The improvements are a direct result of the public consultation and the success has been reflected in the visitor numbers. Hednesford Park had electronic counters installed on every entrance as part of the National Lottery Heritage Fund, we registered 589,178 visitors for 2019.
Hednesford Park Car Park is free to park. The gates are left open 24 hours a day. Parking is only restricted for large public events such as Hednesford Festival.
The public toilet and Changing Place facilities room opening times relate to Park Keepers hours which run in line with British Summer Time Dates:
March–October 8.30am- 7pm (to allow for cleaning and locking up time).
November-March 8:30am- 3:30pm.
The tennis courts are about to be refurbished and will be available through a booking system when they reopen. Community tennis will be available through Tennis for Free.
If you would like to volunteer at Hednesford Park or get involved in any of the many weekly activities, please contact Lynn Evans, Hednesford Park Community and Education Officer.
Email: firstname.lastname@example.org or Telephone: 07855 099353
We would appreciate your feedback on your experience at Hednesford Park, please contact Lynn or the Parks and Open Spaces Department at Cannock Chase Council:
Email: email@example.com or Telephone: 01543 462621
History and Development of the Book and CD as part of the HLF funded project
Pools to Park, the History of Hednesford Park/ War Memorial documenting the history of the park has been a collaborative project with the local community. Work carried out with Hidden Gems, a local history group that meet at the Museum of Cannock Chase identified key people to interview and video. Capturing their evidence was particularly poignant with as one participant sadly passed away shortly after filming in 2018.

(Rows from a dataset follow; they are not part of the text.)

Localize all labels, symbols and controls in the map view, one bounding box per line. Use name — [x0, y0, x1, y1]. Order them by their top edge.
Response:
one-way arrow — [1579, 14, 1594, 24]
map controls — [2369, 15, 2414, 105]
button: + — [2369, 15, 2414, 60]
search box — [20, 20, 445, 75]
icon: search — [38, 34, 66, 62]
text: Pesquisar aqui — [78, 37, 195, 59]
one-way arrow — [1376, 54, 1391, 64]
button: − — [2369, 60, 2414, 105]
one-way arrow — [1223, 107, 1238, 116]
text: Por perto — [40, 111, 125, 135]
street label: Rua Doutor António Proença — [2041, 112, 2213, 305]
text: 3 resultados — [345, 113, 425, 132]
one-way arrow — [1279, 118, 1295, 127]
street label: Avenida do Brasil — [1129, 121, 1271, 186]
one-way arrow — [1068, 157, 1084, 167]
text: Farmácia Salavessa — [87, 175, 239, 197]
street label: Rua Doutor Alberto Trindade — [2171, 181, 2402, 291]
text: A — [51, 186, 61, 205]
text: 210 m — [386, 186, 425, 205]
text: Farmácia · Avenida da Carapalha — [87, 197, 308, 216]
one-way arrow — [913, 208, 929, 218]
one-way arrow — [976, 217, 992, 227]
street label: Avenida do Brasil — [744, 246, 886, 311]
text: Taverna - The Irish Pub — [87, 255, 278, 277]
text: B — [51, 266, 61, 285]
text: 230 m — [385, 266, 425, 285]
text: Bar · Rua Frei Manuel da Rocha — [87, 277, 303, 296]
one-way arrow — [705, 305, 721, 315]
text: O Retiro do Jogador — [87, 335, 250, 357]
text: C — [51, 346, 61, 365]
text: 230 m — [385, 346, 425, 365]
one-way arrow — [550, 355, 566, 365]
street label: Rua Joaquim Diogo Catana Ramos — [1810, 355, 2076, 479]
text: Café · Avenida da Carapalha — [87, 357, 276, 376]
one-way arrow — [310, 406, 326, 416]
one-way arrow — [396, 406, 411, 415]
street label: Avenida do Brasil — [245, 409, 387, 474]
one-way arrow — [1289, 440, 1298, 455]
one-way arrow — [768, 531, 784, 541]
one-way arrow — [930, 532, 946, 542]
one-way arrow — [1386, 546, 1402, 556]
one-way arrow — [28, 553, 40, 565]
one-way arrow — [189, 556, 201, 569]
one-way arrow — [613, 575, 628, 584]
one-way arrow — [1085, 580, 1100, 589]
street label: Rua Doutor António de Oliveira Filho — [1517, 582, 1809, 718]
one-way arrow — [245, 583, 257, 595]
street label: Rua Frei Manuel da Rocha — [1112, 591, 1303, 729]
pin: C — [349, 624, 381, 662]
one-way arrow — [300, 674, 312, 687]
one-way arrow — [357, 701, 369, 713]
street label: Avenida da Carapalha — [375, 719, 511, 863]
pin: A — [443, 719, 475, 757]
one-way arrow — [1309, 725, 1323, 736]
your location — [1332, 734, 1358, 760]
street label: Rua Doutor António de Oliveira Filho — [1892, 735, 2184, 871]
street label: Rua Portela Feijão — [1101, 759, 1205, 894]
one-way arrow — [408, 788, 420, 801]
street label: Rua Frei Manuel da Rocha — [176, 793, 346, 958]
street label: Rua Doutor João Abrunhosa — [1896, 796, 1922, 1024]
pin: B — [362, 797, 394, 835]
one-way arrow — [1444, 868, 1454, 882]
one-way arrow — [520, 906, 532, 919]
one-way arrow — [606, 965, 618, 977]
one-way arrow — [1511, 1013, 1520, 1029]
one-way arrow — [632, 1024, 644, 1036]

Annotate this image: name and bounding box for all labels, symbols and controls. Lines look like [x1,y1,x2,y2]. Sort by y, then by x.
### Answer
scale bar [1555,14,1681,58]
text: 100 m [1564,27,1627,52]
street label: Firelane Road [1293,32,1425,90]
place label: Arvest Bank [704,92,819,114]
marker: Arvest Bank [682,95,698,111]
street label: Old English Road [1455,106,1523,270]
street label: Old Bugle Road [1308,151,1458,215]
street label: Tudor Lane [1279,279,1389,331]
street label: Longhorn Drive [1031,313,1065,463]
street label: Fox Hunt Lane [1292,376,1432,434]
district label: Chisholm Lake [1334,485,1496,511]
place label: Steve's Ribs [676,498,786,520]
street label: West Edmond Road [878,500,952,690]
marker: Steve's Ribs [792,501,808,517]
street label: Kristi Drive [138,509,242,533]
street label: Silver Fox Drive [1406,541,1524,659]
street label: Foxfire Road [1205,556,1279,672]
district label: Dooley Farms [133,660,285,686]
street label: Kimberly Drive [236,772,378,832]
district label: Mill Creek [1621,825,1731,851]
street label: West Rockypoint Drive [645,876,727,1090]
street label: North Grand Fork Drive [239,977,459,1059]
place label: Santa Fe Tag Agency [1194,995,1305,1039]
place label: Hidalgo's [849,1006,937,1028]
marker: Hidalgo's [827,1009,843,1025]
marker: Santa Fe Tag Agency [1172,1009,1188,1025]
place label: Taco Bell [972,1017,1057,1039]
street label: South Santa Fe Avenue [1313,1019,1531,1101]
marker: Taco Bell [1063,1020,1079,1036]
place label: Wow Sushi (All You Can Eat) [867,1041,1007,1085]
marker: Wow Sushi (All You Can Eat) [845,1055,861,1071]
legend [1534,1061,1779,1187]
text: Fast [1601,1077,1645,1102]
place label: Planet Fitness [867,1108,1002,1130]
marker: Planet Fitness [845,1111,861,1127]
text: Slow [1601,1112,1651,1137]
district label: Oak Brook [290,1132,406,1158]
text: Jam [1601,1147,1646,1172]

Local residents and local historians together with the Museum of Cannock Chase and Cannock Chase Council Research officers worked on providing the history of Hednesford Park and Hednesford War Memorial. Other information and photographs were obtained through social media and conversations during events / educational activities within the park. Inspiring Healthy Lifestyles Arts Coordinator Lisa Shephard worked with local schools, using the information gathered to represent key characters and places that contributed to the history and development of Hednesford Park and War Memorial
The Pools to Park book was launched on January 30th, 2019. A small celebration was organised in the community room for local councillors and those involved in the production of the book. Those present were able to see the final cut of video footage that is provided in the online version and CD within the front sleeve of the book
The online version of the book is a reference tool for future research. Also being online, should new information and photographs come to light, it can be updated. ‘Pools to Park’ book is available to purchase at events, the Parlour pavilion café, The Museum of Cannock Chase, Cannock Chase Council and the Prince of Wales Theatre
There is a passport within the book for children to mark off as they participate in these activities. The activities encourage children to explore the park as they travel through time. The journey inspires young minds to use their imagination to find natural materials to make pictures and role play.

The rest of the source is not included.